Please note that this is just a basic configuration example, and you can tweak the format, level, etc. to suit your actual needs.

Q: What is the exc_info parameter for?

A: exc_info be An optional parameter in the grade function that specifies whether to log exception information to the log. When you use the Records a log and includes exception information in that log message.exc_info parameter controls whether detailed exception information (traceback) is included in the log.

following The signature of the function:

(msg, *args, exc_info=False, **kwargs)
  • msg: A log message to be logged, which can contain formatting strings.
  • *args: Parameters used to format the string.
  • exc_info: a boolean if forTrue, then the exception message (traceback) is included in the log. If an exception message for theFalse(default), then no exception information is included.
  • **kwargs: Other optional parameters, such asextrastack_info etc.

Example use:

import logging
# Get root logger
logger = ()
try:
    # Some of the code that may raise exceptions
    result = 1 / 0
except Exception as e:
    # Record warning level logs and include exception information in the logs
    ("An error occurred: %s", e, exc_info=True)

In this example, theexc_info=True will cause the log to contain detailed exception information, including tracebacks. omitting theexc_info parameter or set it toFalseIf it is not, the log will not contain the exception message.

Note: In general, logging exception information to the log can help you find what went wrong more easily when troubleshooting a problem, but use caution, especially in production environments, as detailed exception information may contain sensitive information.

Q: How to delete all Handlers of all loggers?

A: If you want to delete all handlers for all loggers, you can do it in the following way:

import logging
# Get the names of all existing loggers
existing_loggers = ()
# Iterate over each logger and remove all its handlers
for logger_name in existing_loggers:
    logger = (logger_name)
    handlers = [:]
    for handler in handlers:
        (handler)
        ()

This code first gets the names of all existing loggers, then iterates through each logger and removes all of its handlers, and then calls the() to close each handler and free up any resources that may be occupied.

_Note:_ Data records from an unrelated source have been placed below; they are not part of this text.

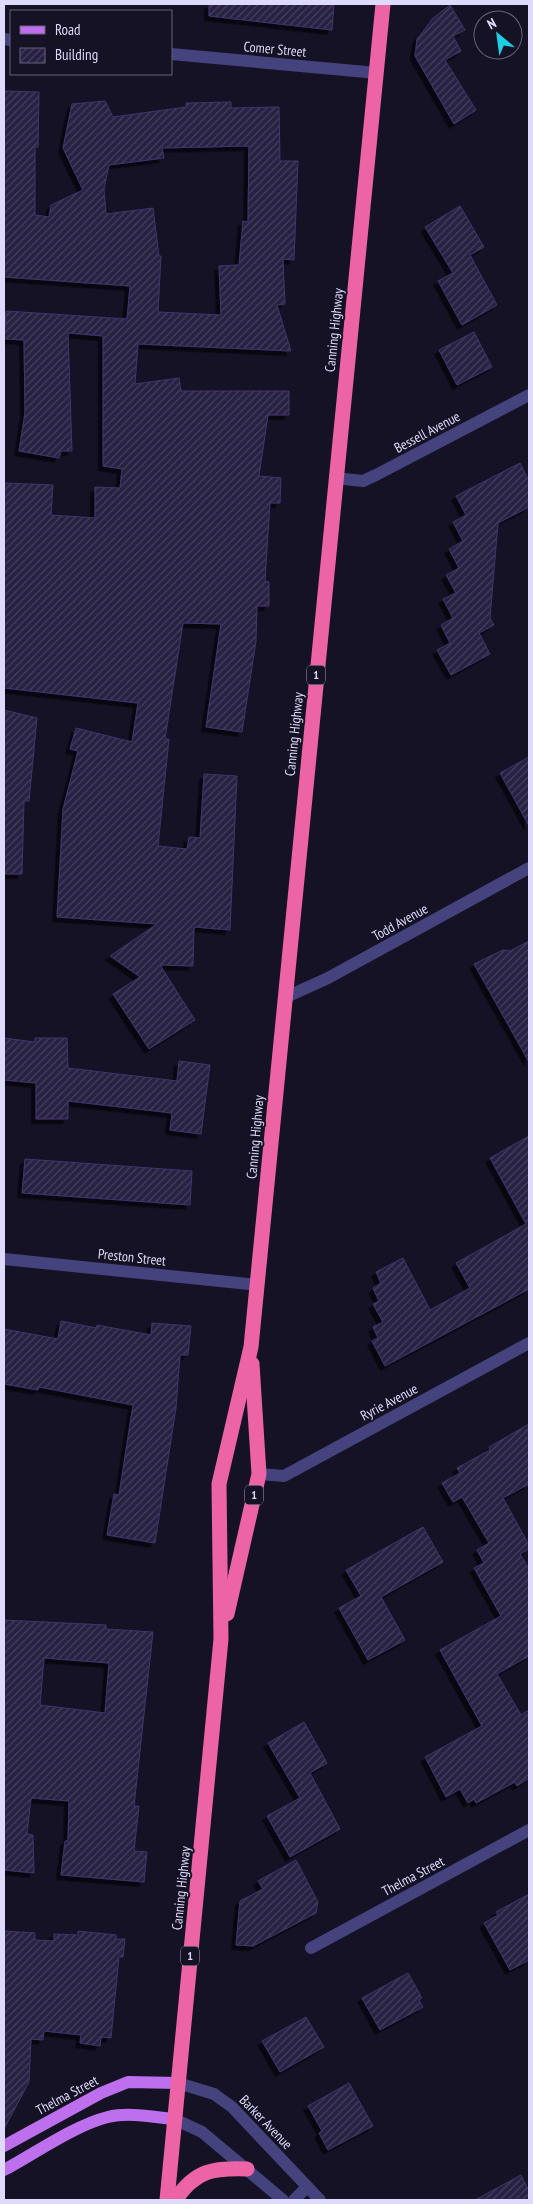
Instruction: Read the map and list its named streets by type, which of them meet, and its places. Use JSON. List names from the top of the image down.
{
  "streets": {
    "highway": ["Canning Highway", "1"],
    "main road": ["Thelma Street"],
    "street": [
      "Comer Street",
      "Bessell Avenue",
      "Todd Avenue",
      "Preston Street",
      "Ryrie Avenue",
      "Barker Avenue"
    ]
  },
  "crossings": [
    ["Comer Street", "Canning Highway"],
    ["Canning Highway", "Bessell Avenue"],
    ["Canning Highway", "Todd Avenue"],
    ["Canning Highway", "Preston Street"],
    ["Canning Highway", "Ryrie Avenue"],
    ["Canning Highway", "Thelma Street"],
    ["Canning Highway", "Barker Avenue"],
    ["Thelma Street", "Barker Avenue"]
  ],
  "legend": ["Road", "Building"],
  "north": "top left"
}
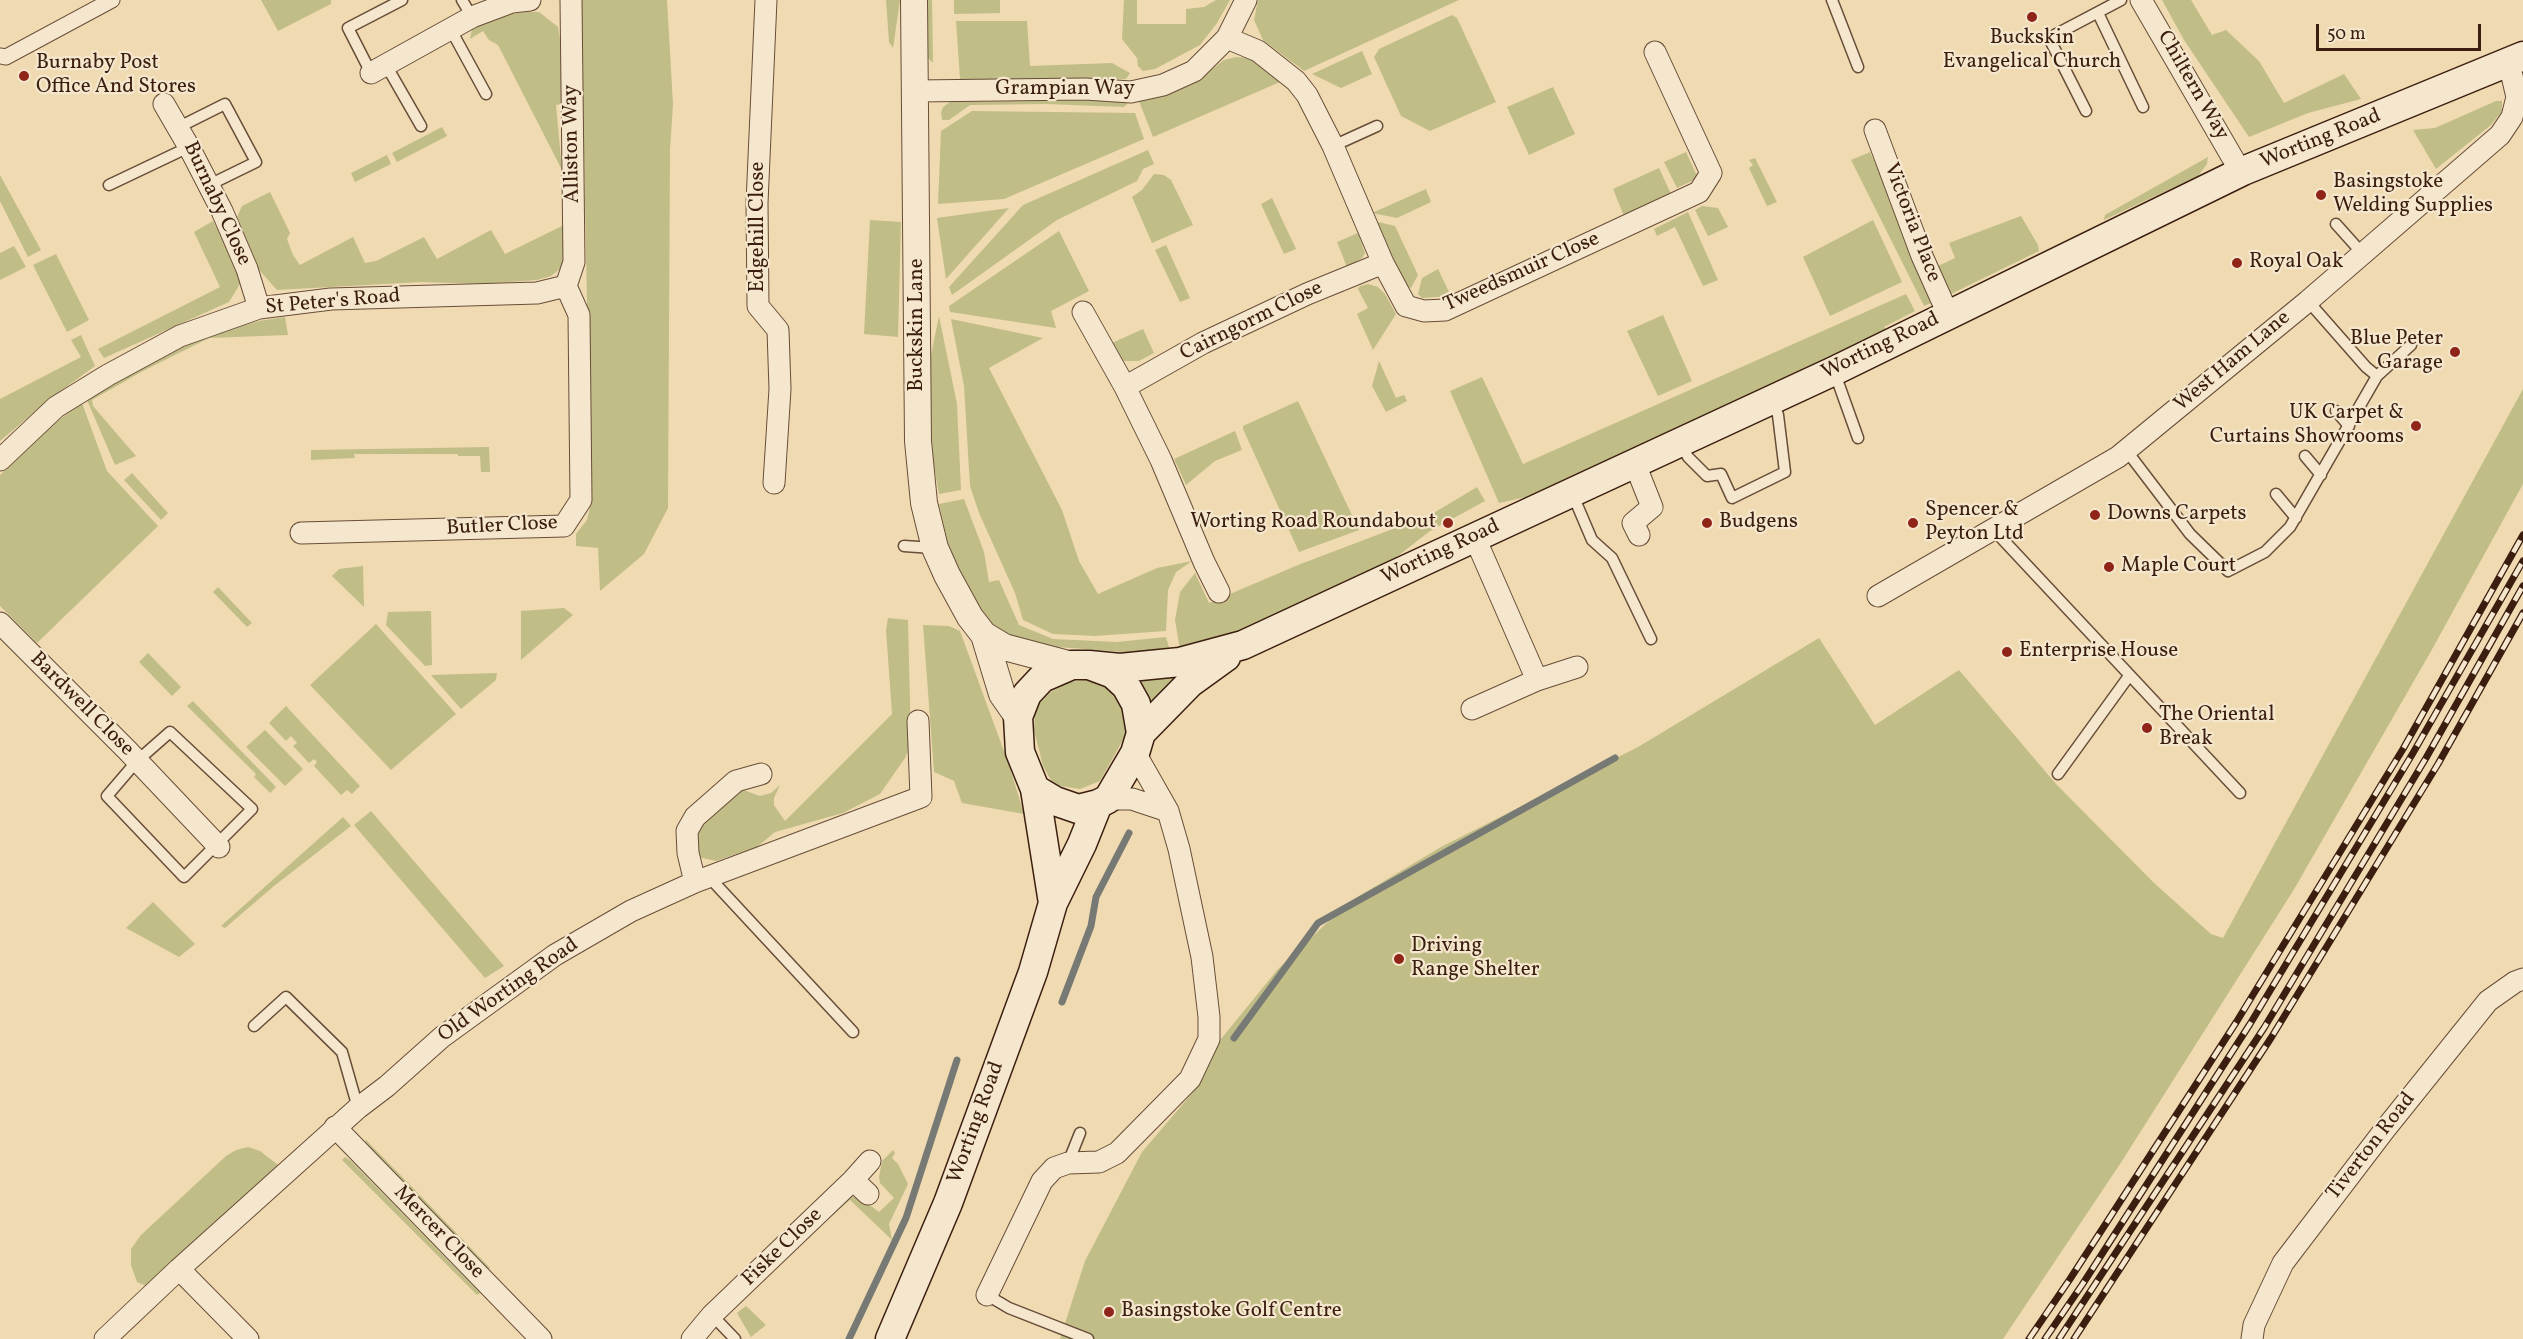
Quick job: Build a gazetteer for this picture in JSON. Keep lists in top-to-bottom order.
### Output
{
  "streets": {
    "main road": ["Worting Road"],
    "street": [
      "Chiltern Way",
      "Grampian Way",
      "Alliston Way",
      "Burnaby Close",
      "Victoria Place",
      "Edgehill Close",
      "Tweedsmuir Close",
      "St Peter's Road",
      "Cairngorm Close",
      "Buckskin Lane",
      "West Ham Lane",
      "Butler Close",
      "Bardwell Close",
      "Old Worting Road",
      "Tiverton Road",
      "Mercer Close",
      "Fiske Close"
    ]
  },
  "crossings": [
    ["Chiltern Way", "Worting Road"],
    ["Grampian Way", "Tweedsmuir Close"],
    ["Grampian Way", "Buckskin Lane"],
    ["Worting Road", "Victoria Place"],
    ["Worting Road", "Buckskin Lane"],
    ["Worting Road", "West Ham Lane"],
    ["Alliston Way", "St Peter's Road"],
    ["Alliston Way", "Butler Close"],
    ["Burnaby Close", "St Peter's Road"],
    ["Tweedsmuir Close", "Cairngorm Close"],
    ["St Peter's Road", "Butler Close"],
    ["Old Worting Road", "Mercer Close"]
  ],
  "places": [
    "Buckskin Evangelical Church",
    "Burnaby Post Office And Stores",
    "Basingstoke Welding Supplies",
    "Royal Oak",
    "Blue Peter Garage",
    "UK Carpet & Curtains Showrooms",
    "Downs Carpets",
    "Worting Road Roundabout",
    "Budgens",
    "Spencer & Peyton Ltd",
    "Maple Court",
    "Enterprise House",
    "The Oriental Break",
    "Driving Range Shelter",
    "Basingstoke Golf Centre"
  ],
  "scale_bar": "50 m"
}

Note that this removes the handler for all loggers, including any configuration you may have set up previously. If you only want to remove the handler for the root logger, you can use the following code:

import logging
# Get root logger
logger = ()
# Get all handlers of the root logger
handlers = [:]
# Iterate over each handler and delete
for handler in handlers:
    (handler)
    ()

This only removes the handler for the root logger and does not affect other loggers; if you have previously set up handlers for other loggers, they will not be affected.

Q:python View all loggers

A: You can uselogging modular attribute to get the names of all created logger objects. This can be accomplished in the following way:

import logging
# Get the names of all existing loggers
existing_loggers = ()
# Print the names of all loggers
for logger_name in existing_loggers:
    print(logger_name)

The above code first gets the Each key is the name of a logger object. Then, you iterate through the keys, i.e., the logger names, in a loop and print them out.

It is important to note that belogging A global variable in the module that manages all logger objects. This method only fetches loggers that have been created at the current runtime; if you create new loggers in subsequent code, they will also be included.

If you want to get each logger object itself, not just the name, you can use the(logger_name) Methods:

import logging
# Get the names of all existing loggers
existing_loggers = ()
# Get each logger object itself
loggers = [(logger_name) for logger_name in existing_loggers]
# Print each logger object
for logger in loggers:
    print(logger)

This gives you access to all the logger objects that have been created.

The above is python about third-party logging QA logging details, more information about python third-party logging QA logging please pay attention to my other related articles!